For Immediate Release: June 16, 2011

Contact: Carmen Fenton, 512-469-0171
FORT WORTH, TEXAS – The Texas and Southwestern Cattle Raisers Association (TSCRA) today applauded the U.S. Senate for voting to end government subsidies for corn-based ethanol, a move that will help level the playing field for all commodities that use corn including beef.
The amendment, introduced by Senators Tom Coburn (R-Okla.) and Dianne Feinstein (D-Calif.) repeals the 45-cent per gallon Volumetric Ethanol Excise Tax Credit (VEETC) and the 54-cent per gallon tariff on imported ethanol. It passed the Senate this afternoon by a vote of 73-27.
“The cattle industry is committed to energy independence and the development of renewable fuels; however, we can no longer afford to put our food and fuel in competition with one another,” said Joe Parker Jr., rancher and TSCRA president.
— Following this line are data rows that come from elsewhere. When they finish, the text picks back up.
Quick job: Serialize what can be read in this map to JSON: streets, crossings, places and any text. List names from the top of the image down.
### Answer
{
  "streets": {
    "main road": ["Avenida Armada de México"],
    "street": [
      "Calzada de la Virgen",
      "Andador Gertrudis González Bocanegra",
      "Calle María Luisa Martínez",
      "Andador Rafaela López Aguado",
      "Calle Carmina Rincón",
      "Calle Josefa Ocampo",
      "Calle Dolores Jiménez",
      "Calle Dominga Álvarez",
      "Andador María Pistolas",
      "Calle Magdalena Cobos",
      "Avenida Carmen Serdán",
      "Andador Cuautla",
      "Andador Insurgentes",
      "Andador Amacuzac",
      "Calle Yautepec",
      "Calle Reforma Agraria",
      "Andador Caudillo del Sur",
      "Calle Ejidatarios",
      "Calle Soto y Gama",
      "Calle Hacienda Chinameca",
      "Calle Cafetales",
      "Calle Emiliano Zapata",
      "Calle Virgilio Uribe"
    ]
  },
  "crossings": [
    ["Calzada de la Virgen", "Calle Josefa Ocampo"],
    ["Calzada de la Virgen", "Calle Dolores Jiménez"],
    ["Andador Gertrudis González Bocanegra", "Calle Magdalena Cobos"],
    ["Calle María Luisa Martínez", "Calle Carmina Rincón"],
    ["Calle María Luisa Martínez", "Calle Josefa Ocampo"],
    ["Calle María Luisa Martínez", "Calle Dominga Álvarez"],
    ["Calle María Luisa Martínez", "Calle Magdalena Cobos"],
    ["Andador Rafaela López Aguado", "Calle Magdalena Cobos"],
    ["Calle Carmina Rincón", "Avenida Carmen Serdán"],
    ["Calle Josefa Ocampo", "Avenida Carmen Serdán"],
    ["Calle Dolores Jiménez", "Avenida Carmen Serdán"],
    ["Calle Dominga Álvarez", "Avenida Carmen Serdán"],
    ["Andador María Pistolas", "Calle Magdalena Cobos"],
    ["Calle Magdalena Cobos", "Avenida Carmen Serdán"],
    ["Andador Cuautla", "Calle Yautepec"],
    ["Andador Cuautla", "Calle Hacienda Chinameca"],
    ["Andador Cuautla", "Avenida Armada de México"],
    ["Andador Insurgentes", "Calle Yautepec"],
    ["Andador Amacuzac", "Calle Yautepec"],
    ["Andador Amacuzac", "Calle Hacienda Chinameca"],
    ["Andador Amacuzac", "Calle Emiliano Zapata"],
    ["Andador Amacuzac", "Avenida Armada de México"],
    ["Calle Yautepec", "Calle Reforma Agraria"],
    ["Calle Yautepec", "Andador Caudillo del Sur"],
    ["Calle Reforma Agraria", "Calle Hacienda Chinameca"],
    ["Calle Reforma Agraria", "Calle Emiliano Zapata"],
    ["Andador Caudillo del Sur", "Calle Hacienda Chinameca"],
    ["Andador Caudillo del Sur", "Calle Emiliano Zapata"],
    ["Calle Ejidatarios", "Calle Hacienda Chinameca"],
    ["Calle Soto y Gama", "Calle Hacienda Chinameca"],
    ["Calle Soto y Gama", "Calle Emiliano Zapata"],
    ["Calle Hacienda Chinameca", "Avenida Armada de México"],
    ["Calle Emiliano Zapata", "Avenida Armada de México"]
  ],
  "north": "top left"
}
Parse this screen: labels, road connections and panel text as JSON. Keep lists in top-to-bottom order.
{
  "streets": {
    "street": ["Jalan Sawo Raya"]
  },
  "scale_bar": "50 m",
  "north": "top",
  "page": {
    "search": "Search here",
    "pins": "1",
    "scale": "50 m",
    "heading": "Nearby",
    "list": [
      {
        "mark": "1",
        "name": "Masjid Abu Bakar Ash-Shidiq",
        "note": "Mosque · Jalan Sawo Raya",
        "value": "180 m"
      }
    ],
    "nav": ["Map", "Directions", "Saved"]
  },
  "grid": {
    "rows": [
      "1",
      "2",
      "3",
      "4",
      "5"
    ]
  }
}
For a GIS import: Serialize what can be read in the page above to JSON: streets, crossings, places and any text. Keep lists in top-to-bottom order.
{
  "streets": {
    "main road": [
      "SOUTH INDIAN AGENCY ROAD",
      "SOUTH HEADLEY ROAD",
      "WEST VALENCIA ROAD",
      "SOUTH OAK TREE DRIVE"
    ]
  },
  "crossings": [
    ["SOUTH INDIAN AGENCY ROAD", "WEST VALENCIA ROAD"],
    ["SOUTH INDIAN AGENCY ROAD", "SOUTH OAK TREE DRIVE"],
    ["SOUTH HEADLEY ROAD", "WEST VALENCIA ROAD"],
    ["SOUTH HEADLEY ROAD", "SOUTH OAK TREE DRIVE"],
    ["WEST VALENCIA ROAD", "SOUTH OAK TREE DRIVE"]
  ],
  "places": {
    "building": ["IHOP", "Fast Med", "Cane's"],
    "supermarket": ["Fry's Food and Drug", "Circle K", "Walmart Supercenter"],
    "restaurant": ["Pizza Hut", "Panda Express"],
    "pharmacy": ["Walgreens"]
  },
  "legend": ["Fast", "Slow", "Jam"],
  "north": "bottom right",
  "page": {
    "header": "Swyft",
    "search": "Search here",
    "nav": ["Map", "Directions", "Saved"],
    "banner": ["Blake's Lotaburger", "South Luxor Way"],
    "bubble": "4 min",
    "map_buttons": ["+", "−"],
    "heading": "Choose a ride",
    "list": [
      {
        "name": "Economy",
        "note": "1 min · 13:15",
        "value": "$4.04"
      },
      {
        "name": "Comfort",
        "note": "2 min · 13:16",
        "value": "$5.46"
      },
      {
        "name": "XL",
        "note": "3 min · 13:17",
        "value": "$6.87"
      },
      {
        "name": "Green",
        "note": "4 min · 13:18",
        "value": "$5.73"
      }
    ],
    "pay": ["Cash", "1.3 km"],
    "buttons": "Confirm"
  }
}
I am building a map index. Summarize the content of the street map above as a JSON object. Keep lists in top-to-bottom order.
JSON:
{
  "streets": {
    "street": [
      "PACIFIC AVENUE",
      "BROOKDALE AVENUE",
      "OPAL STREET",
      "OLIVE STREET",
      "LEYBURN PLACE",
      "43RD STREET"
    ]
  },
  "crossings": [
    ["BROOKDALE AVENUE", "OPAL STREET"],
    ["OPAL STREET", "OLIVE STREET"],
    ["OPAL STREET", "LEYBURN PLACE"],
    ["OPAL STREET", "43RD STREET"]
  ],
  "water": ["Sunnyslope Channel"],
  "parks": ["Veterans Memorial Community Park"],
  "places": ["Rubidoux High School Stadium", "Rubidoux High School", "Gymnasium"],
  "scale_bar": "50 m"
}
“We want to thank the Senate, especially Senators John Cornyn and Kay Bailey Hutchison from Texas and Jim Inhofe and Tom Coburn from Oklahoma for ending these subsidies,” Parker said.
Parker says that more U.S. corn-based ethanol policies have caused corn prices to increase by reducing the supply of corn available for livestock use.
“More corn diverted to ethanol production has meant higher prices for livestock feed and ultimately much lower prices offered to cattle producers. The artificial pressures created by the government for corn-based ethanol have taken a negative economic toll on livestock producers, which ultimately leads to more expensive food for consumers,” continued Parker.
Between 2005 and 2008, corn prices quadrupled and are more than $7 a bushel today. According to the USDA Economic Research Service (ERS), in 2008, feed costs for livestock, poultry and dairy reached a record high of $45.2 billion-an increase of more than $7 billion over 2007 costs.
Parker says this is especially of concern this year because corn supplies will be short, and 40 percent of this year’s corn crop is expected to be used for ethanol.
“These are not positive indicators as drought conditions continue to get worse and force the cattle industry to feed more and graze less,” said Parker.
“Cattle need corn, especially during times of severe drought and wildfire. While there is still work to be done, the Senate made great strides today that will help put more corn on the market for livestock producer,” Parker said.
The Texas and Southwestern Cattle Raisers Association is a 134-year-old trade organization. As the largest and oldest livestock association in Texas, TSCRA represents more than 15,000 beef cattle producers, ranching families and businesses who manage approximately 4 million head of cattle on 51.5 million acres of range and pasture land, primarily in Texas and Oklahoma. TSCRA provides law enforcement and livestock inspection services, legislative and regulatory advocacy, industry news and information, insurance services and educational opportunities for its members and the industry.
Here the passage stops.